Pure-tone audiometry without bone-conduction thresholds: using the digits-in-noise test to detect conductive hearing loss

ORCID Icon, ORCID Icon, ORCID Icon, ORCID Icon & ORCID Icon
Pages 801-808 | Received 20 May 2020, Accepted 10 Jun 2020, Published online: 01 Jul 2020
 

Abstract

Objective: COVID-19 has been prohibitive to traditional audiological services. No- or low-touch audiological assessment outside a sound-booth precludes test batteries including bone conduction audiometry. This study investigated whether conductive hearing loss (CHL) can be differentiated from sensorineural hearing loss (SNHL) using pure-tone air conduction audiometry and a digits-in-noise (DIN) test.

Design: A retrospective sample was analysed using binomial logistic regressions, which determined the effects of pure tone thresholds or averages, speech recognition threshold (SRT), and age on the likelihood that participants had CHL or bilateral SNHL.

Study sample: Data of 158 adults with bilateral SNHL (n = 122; PTA0.5–4 kHz > 25 dB HL bilaterally) or CHL (n = 36; air conduction PTA0.5–4 kHz > 25 dB HL and ≥20 dB air bone gap in the affected ears) were included.

Results: The model which best discriminated between CHL and bilateral SNHL used low-frequency pure-tone average (PTA), diotic DIN SRT, and age with an area under the ROC curve of 0.98 and sensitivity and specificity of 97.2 and 93.4%, respectively.
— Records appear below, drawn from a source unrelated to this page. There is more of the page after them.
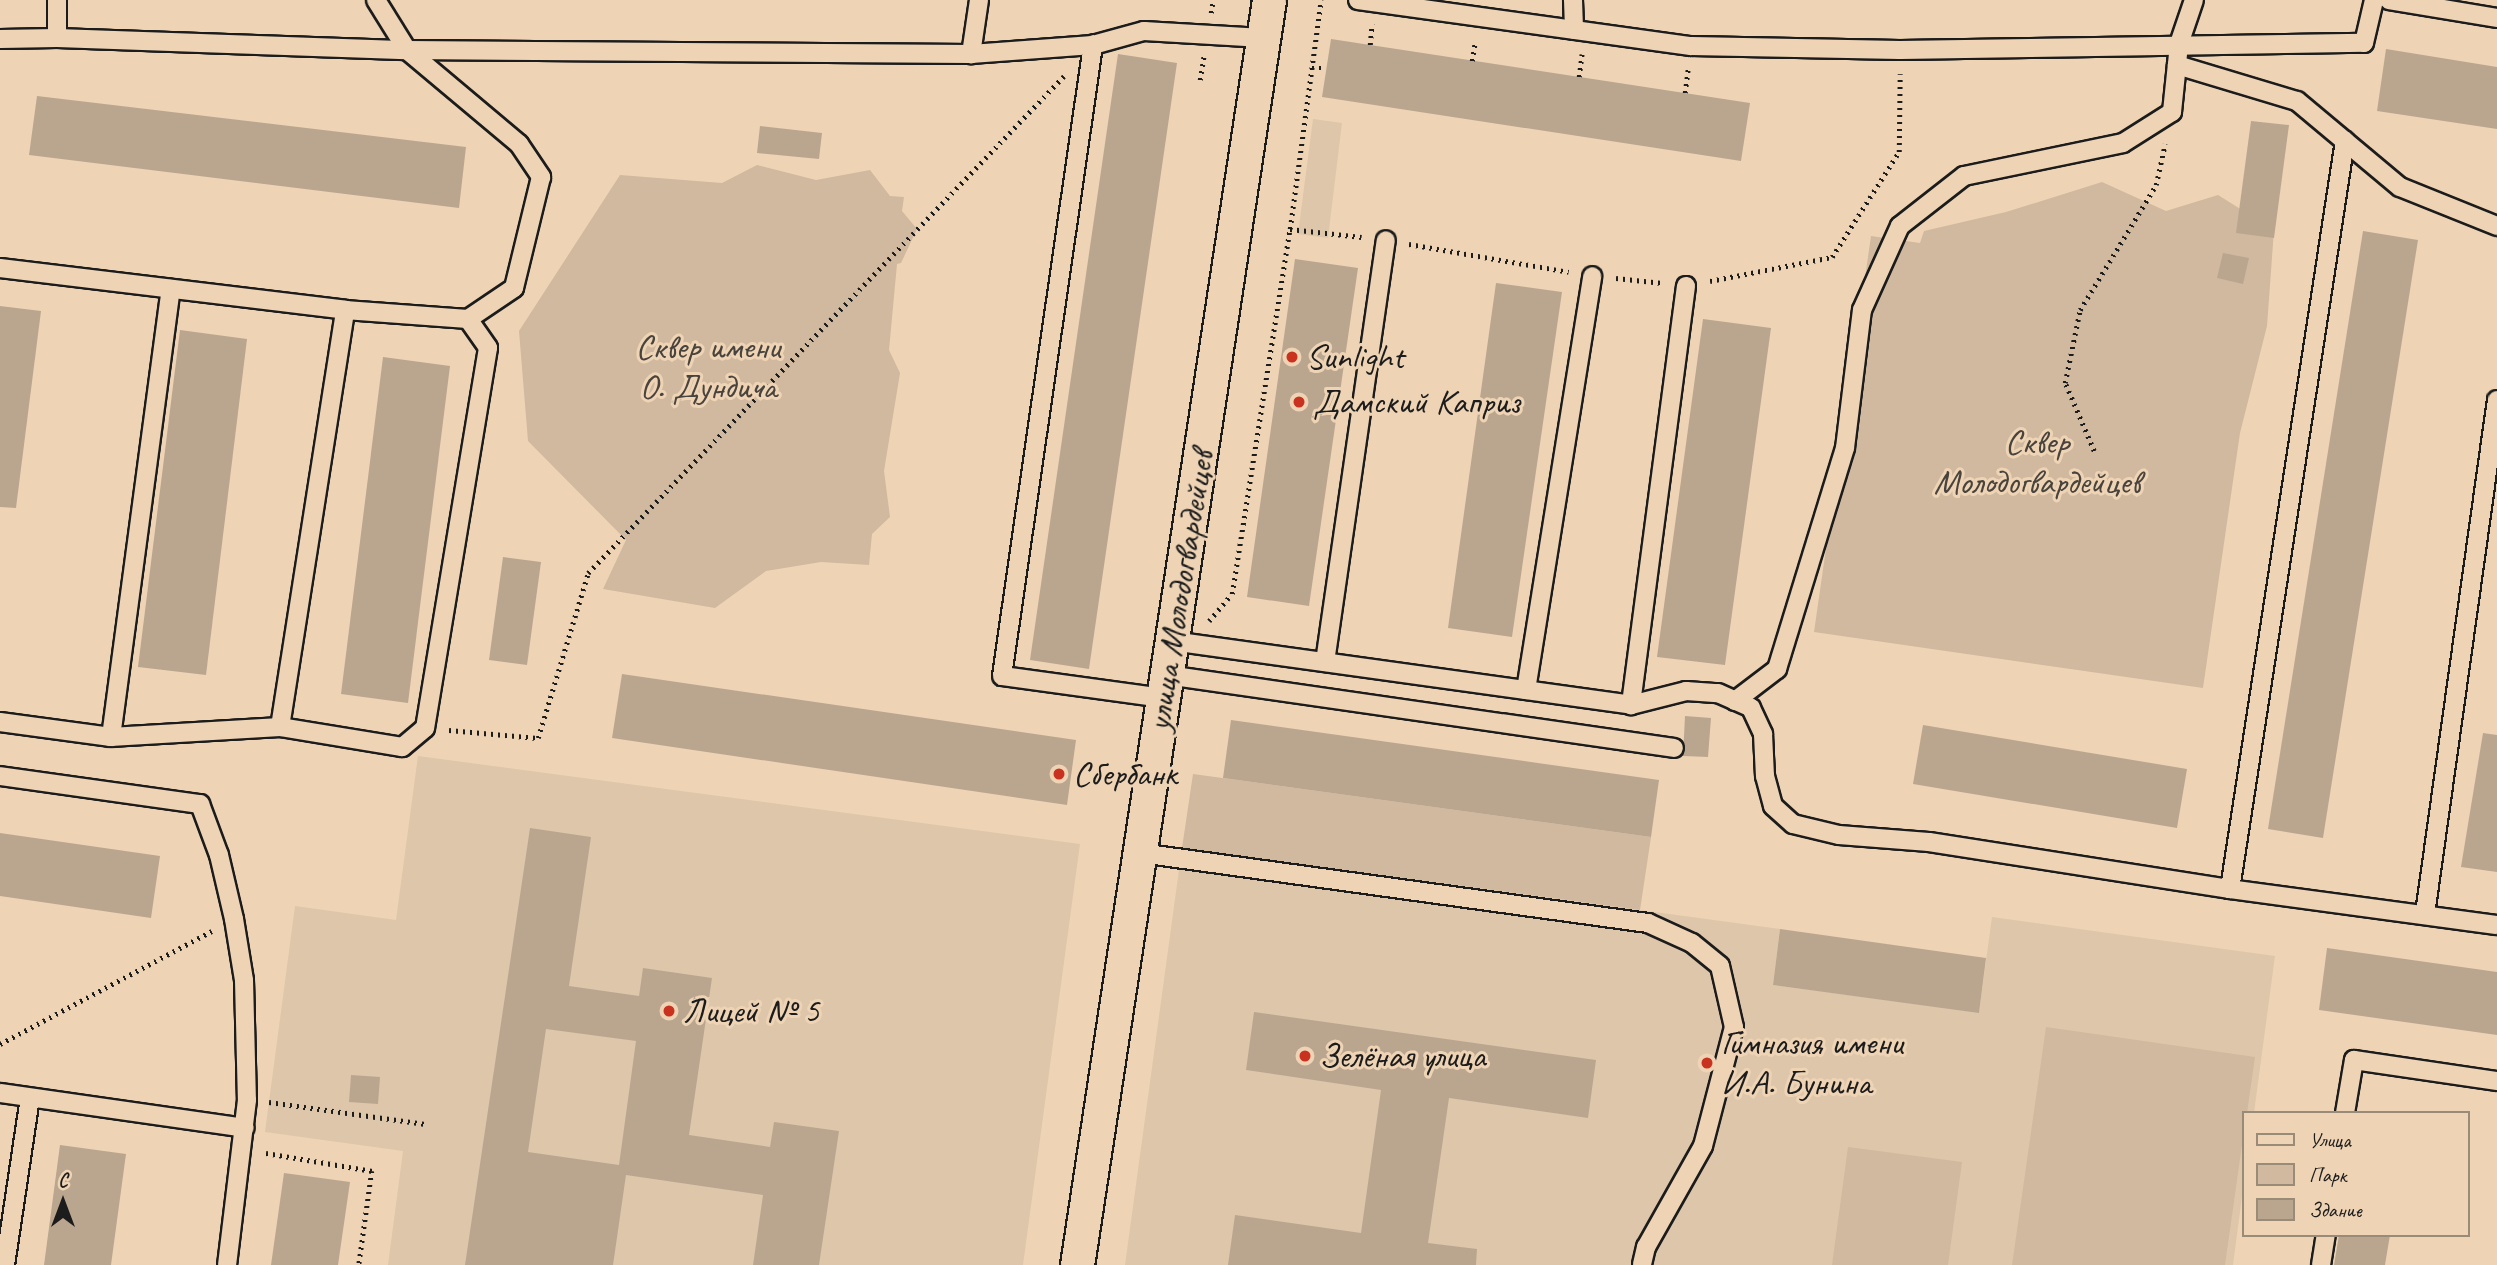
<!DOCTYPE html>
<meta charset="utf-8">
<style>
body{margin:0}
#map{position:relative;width:2497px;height:1265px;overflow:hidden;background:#eed4b5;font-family:Caveat,sans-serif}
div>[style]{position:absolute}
.built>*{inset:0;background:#dec6aa}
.green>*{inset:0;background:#d0b99f}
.building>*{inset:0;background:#baa68f}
.path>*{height:4.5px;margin-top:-2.25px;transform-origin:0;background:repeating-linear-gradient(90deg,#1c1c1c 0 2px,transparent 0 7px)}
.roads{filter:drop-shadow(2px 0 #1c1c1c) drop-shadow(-2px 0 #1c1c1c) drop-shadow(0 2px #1c1c1c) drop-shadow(0 -2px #1c1c1c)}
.service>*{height:18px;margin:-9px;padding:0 9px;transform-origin:9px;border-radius:9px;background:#eed4b5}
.minor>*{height:33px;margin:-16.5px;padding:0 16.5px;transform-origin:16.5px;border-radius:16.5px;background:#eed4b5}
.dots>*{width:19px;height:19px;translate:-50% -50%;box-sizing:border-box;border:4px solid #eed4b5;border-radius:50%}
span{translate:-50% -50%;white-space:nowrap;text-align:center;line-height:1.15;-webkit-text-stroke:6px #eed4b5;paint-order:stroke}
.park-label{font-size:35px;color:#49433d}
.poi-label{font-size:35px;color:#1c1c1c}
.left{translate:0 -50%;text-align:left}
.street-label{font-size:35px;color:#1c1c1c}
.legend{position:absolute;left:2242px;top:1111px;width:228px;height:126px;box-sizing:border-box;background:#eed4b5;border:2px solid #9a8a78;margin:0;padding:9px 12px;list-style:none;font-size:21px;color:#1c1c1c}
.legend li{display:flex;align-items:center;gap:14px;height:35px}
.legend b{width:35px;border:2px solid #9a8a78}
.north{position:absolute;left:28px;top:1167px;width:70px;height:70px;-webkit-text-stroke:5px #eed4b5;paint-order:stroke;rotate:0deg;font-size:19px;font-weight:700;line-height:28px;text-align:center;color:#1c1c1c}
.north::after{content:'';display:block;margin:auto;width:24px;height:32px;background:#1c1c1c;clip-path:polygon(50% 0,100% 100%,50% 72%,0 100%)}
</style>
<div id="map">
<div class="built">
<div style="clip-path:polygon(1313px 119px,1342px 123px,1328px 238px,1298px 234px)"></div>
<div style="clip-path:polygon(418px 756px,1080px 844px,1023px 1265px,388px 1265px,403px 1151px,265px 1132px,295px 906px,396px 920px)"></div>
<div style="clip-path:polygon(1182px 848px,1780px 929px,1773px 985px,1979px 1012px,1992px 917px,2275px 956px,2254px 1113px,2243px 1113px,2243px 1189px,2233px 1265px,1125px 1265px)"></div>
</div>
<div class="green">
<div style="clip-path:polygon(757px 165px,816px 180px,870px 170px,890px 196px,904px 197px,902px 211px,917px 229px,901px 263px,897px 264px,889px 350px,900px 373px,884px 471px,890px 517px,872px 534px,869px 565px,821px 562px,766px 571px,715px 608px,603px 589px,626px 540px,528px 441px,519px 331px,620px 175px,722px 183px)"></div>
<div style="clip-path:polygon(2102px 182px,2166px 211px,2218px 195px,2274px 230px,2267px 326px,2240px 433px,2203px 688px,1814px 632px,1871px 236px,1920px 243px,1924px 231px,2006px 212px)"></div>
<div style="clip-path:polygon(1193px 774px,1651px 837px,1640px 910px,1182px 848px)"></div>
<div style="clip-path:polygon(2046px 1027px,2255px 1057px,2247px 1113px,2243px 1113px,2243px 1138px,2225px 1265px,2012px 1265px)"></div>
<div style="clip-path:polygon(1848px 1147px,1962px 1162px,1948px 1265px,1832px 1265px)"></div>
</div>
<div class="building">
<div style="clip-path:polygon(1331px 39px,1750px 103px,1741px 161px,1322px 97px)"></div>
<div style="clip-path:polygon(2386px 49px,2497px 67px,2497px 129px,2377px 111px)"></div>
<div style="clip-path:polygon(1118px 54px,1177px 63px,1089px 669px,1030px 660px)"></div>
<div style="clip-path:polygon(37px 96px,466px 147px,459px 208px,29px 155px)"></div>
<div style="clip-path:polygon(2251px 121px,2289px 125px,2274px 238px,2236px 233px)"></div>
<div style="clip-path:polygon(760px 126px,822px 133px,819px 159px,757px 153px)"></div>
<div style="clip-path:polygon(2363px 231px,2418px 240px,2323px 838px,2268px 829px)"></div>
<div style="clip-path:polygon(2223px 253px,2249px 258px,2243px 284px,2217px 278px)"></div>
<div style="clip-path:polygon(1295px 259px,1358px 268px,1309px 606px,1247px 597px)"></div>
<div style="clip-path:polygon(1496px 283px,1562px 292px,1512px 637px,1448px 628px)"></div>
<div style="clip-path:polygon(0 306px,41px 311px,16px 508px,0 507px)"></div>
<div style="clip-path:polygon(1703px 319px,1771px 328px,1725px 665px,1657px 657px)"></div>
<div style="clip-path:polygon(180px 330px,247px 339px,206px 675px,138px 667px)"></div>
<div style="clip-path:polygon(383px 357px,450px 366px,408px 703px,341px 694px)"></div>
<div style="clip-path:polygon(503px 557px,541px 562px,527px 665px,489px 660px)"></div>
<div style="clip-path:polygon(622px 674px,1076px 740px,1067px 805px,612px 738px)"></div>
<div style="clip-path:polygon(1685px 716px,1711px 718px,1708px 757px,1683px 756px)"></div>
<div style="clip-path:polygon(1231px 720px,1659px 780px,1651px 837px,1223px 778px)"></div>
<div style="clip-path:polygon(1923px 725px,2187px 769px,2177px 828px,1913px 784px)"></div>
<div style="clip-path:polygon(2483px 733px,2497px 735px,2497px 872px,2461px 867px)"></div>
<div style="clip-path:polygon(evenodd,530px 828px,591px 837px,569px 986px,639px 996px,643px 968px,712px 978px,689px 1135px,770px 1147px,774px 1122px,839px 1131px,819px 1265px,753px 1265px,763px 1195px,626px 1175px,613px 1265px,465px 1265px,530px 828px,546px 1029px,636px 1041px,619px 1165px,528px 1152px,546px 1029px)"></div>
<div style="clip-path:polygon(0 833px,160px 856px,151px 918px,0 896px)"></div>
<div style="clip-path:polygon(1780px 929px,1986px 958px,1979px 1013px,1773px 985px)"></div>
<div style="clip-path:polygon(2327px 948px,2497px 972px,2497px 1035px,2319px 1010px)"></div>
<div style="clip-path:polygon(1254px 1012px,1596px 1060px,1588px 1118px,1449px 1098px,1428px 1243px,1477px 1249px,1476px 1265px,1228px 1265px,1235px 1215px,1361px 1233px,1381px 1090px,1246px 1070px)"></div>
<div style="clip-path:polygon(351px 1075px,380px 1077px,378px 1104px,349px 1102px)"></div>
<div style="clip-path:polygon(60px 1145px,126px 1154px,111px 1265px,44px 1265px)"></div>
<div style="clip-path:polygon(284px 1173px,350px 1182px,338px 1265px,271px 1265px)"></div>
<div style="clip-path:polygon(2339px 1235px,2390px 1235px,2385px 1265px,2334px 1265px)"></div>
</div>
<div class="path">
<div style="left:1211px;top:13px;width:13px;rotate:-81deg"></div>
<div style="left:1370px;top:45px;width:21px;rotate:-85deg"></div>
<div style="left:1472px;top:61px;width:20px;rotate:-81deg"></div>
<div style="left:1312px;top:68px;width:14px"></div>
<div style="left:1579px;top:77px;width:23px;rotate:-83deg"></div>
<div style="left:1200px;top:80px;width:24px;rotate:-81deg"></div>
<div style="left:1685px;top:93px;width:24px;rotate:-83deg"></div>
<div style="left:1290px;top:229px;width:72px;rotate:6.3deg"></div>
<div style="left:1409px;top:244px;width:162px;rotate:9.9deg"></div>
<div style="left:1616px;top:278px;width:47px;rotate:6.1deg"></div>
<div style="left:1710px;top:281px;width:124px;rotate:-11.1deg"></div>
<div style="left:1832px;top:257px;width:125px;rotate:-57.5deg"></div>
<div style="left:1899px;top:152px;width:78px;rotate:-89.3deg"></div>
<div style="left:2094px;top:451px;width:74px;rotate:-113.1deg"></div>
<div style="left:2065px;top:383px;width:75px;rotate:-78.4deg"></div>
<div style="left:2080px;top:310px;width:146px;rotate:-58.7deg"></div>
<div style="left:2156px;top:185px;width:42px;rotate:-77.6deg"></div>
<div style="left:1209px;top:621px;width:35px;rotate:-50deg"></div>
<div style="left:1232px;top:594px;width:370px;rotate:-81deg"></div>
<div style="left:1290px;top:229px;width:231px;rotate:-82.3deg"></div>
<div style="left:449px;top:730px;width:89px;rotate:5.1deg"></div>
<div style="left:538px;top:738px;width:172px;rotate:-73.1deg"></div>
<div style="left:588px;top:573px;width:688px;rotate:-46.24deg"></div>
<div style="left:0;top:1044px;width:240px;rotate:-28.1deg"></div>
<div style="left:269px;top:1102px;width:158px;rotate:8deg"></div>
<div style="left:266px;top:1153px;width:108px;rotate:9.6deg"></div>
<div style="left:372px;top:1171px;width:95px;rotate:97.9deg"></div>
</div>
<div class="roads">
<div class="service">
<div style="left:376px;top:0;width:59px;rotate:58.2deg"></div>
<div style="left:407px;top:50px;width:564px;rotate:0.41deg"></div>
<div style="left:979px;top:0;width:55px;rotate:98.4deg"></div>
<div style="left:971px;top:54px;width:122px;rotate:-4.2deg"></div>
<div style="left:1358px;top:0;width:336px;rotate:7.9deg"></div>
<div style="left:1691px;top:46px;width:209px;rotate:1.1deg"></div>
<div style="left:1900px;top:50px;width:464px;rotate:-0.9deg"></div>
<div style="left:2364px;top:43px;width:44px;rotate:-76.9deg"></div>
<div style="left:1573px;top:0;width:30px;rotate:88deg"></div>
<div style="left:2389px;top:0;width:109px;rotate:9.5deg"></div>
<div style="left:57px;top:38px;width:350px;rotate:2deg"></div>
<div style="left:407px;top:50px;width:146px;rotate:40deg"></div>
<div style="left:519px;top:144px;width:40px;rotate:56deg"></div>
<div style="left:541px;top:177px;width:114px;rotate:103.7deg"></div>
<div style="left:514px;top:288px;width:55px;rotate:146deg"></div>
<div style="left:0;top:39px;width:57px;rotate:-1deg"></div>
<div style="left:57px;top:38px;width:38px;rotate:-90deg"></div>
<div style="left:2177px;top:65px;width:125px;rotate:16.7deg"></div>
<div style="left:2297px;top:101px;width:134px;rotate:39.9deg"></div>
<div style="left:2400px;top:187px;width:105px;rotate:21.9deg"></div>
<div style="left:0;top:268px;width:348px;rotate:6.9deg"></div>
<div style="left:345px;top:310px;width:123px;rotate:4.2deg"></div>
<div style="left:468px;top:319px;width:35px;rotate:55deg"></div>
<div style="left:488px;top:348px;width:385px;rotate:99.4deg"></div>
<div style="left:425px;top:728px;width:30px;rotate:140deg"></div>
<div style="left:402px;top:747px;width:124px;rotate:-170.7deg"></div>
<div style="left:1686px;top:286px;width:423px;rotate:97.5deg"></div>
<div style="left:1631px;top:705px;width:57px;rotate:-14.3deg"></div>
<div style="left:1686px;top:691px;width:32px;rotate:4deg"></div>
<div style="left:1718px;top:693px;width:36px;rotate:24deg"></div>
<div style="left:1751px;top:708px;width:29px;rotate:65deg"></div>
<div style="left:1763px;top:734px;width:42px;rotate:87.3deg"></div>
<div style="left:1765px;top:776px;width:31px;rotate:75deg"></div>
<div style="left:1773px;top:806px;width:27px;rotate:42deg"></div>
<div style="left:1793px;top:824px;width:47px;rotate:13.4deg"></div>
<div style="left:1839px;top:835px;width:90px;rotate:4.4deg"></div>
<div style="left:1929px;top:842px;width:305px;rotate:8.9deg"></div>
<div style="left:2230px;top:889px;width:269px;rotate:7.7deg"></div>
<div style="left:1172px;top:641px;width:463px;rotate:7.9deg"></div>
<div style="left:1325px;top:662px;width:426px;rotate:-81.8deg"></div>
<div style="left:1167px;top:675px;width:512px;rotate:8.19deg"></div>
<div style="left:1526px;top:690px;width:419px;rotate:-80.9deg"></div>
<div style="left:1163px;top:698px;width:162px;rotate:-172.2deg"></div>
<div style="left:1002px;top:676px;width:638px;rotate:-81.79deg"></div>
<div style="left:1093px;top:45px;width:53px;rotate:-15.4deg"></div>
<div style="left:1144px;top:31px;width:119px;rotate:3.4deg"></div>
<div style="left:1735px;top:701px;width:53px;rotate:-37.3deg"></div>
<div style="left:1777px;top:669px;width:231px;rotate:-72.9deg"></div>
<div style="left:1845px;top:448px;width:139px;rotate:-83deg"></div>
<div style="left:1862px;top:310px;width:92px;rotate:-65.7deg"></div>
<div style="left:1900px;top:226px;width:81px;rotate:-38deg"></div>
<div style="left:1964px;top:176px;width:162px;rotate:-11.7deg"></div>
<div style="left:2123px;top:143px;width:58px;rotate:-32.3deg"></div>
<div style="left:2172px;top:112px;width:68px;rotate:-84.1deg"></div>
<div style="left:2179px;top:44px;width:46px;rotate:-71.2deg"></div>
<div style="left:0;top:722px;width:112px;rotate:7.7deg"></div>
<div style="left:111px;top:737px;width:452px;rotate:-82.4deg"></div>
<div style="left:111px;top:737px;width:169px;rotate:-3.4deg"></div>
<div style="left:280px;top:727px;width:422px;rotate:-81.1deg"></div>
<div style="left:0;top:776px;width:202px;rotate:8deg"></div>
<div style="left:200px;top:804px;width:54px;rotate:69.6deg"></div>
<div style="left:219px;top:855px;width:66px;rotate:76.8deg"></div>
<div style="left:234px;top:919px;width:62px;rotate:80.7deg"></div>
<div style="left:244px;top:980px;width:120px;rotate:88.6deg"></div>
<div style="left:247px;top:1100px;width:166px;rotate:96.9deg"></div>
<div style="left:1140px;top:853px;width:513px;rotate:7.85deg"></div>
<div style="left:1648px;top:923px;width:48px;rotate:24.4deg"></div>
<div style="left:1692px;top:943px;width:36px;rotate:39deg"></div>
<div style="left:1720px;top:966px;width:63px;rotate:77.1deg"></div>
<div style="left:1734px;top:1027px;width:123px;rotate:104.6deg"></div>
<div style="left:1703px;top:1146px;width:116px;rotate:119.4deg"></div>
<div style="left:1646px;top:1247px;width:18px;rotate:103deg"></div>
<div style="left:2230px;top:889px;width:757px;rotate:-81.26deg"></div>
<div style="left:2425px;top:914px;width:519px;rotate:-82.03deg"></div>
<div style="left:0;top:1093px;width:247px;rotate:8.1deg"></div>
<div style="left:2345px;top:1113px;width:54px;rotate:-80.4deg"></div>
<div style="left:2354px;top:1060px;width:145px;rotate:8.4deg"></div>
<div style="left:5px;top:1265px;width:169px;rotate:-81.5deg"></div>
<div style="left:2321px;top:1265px;width:30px;rotate:-81deg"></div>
</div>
<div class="minor">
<div style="left:1077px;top:1265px;width:1279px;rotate:-81.37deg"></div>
</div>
</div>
<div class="dots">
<div style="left:1292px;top:357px;background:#c8321e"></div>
<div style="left:1299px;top:402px;background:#c8321e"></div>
<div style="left:1059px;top:774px;background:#c8321e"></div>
<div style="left:669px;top:1011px;background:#c8321e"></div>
<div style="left:1305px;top:1056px;background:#c8321e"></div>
<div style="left:1707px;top:1063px;background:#c8321e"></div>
</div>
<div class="park-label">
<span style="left:708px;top:367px">Сквер имени<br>О. Дундича</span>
<span style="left:2037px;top:462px">Сквер<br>Молодогвардейцев</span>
</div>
<div class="poi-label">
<span class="left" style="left:1306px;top:357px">Sunlight</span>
<span class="left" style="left:1313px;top:402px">Дамский Каприз</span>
<span class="left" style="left:1073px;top:774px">Сбербанк</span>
<span class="left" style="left:683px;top:1011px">Лицей № 5</span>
<span class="left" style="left:1721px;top:1063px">Гимназия имени<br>И.А. Бунина</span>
<span class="left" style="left:1319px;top:1056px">Зелёная улица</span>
</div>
<div class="street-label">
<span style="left:1180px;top:591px;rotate:-81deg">улица Молодогвардейцев</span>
</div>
<ul class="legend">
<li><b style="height:9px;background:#eed4b5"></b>Улица</li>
<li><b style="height:19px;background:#d0b99f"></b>Парк</li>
<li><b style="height:19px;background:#baa68f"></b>Здание</li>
</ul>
<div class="north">С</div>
</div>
Conclusion: CHL can be accurately distinguished from SNHL using pure-tone air conduction audiometry and a diotic DIN. Restrictions on traditional audiological assessment due to COVID-19 require lower touch audiological care which reduces infection risk.

Disclosure statement

DWS, DRM, and HCM have a relationship with the hearX Group which includes equity, consulting, and potential royalties. This research may contribute to hearX Group products.

DRM is supported by Cincinnati Children’s Research Foundation and by the National Institute for Health Research, Manchester Biomedical Research Centre.

This research was funded by the National Institute of Deafness and Communication Disorders of the National Institutes of Health under Award Number [5R21DC016241-02].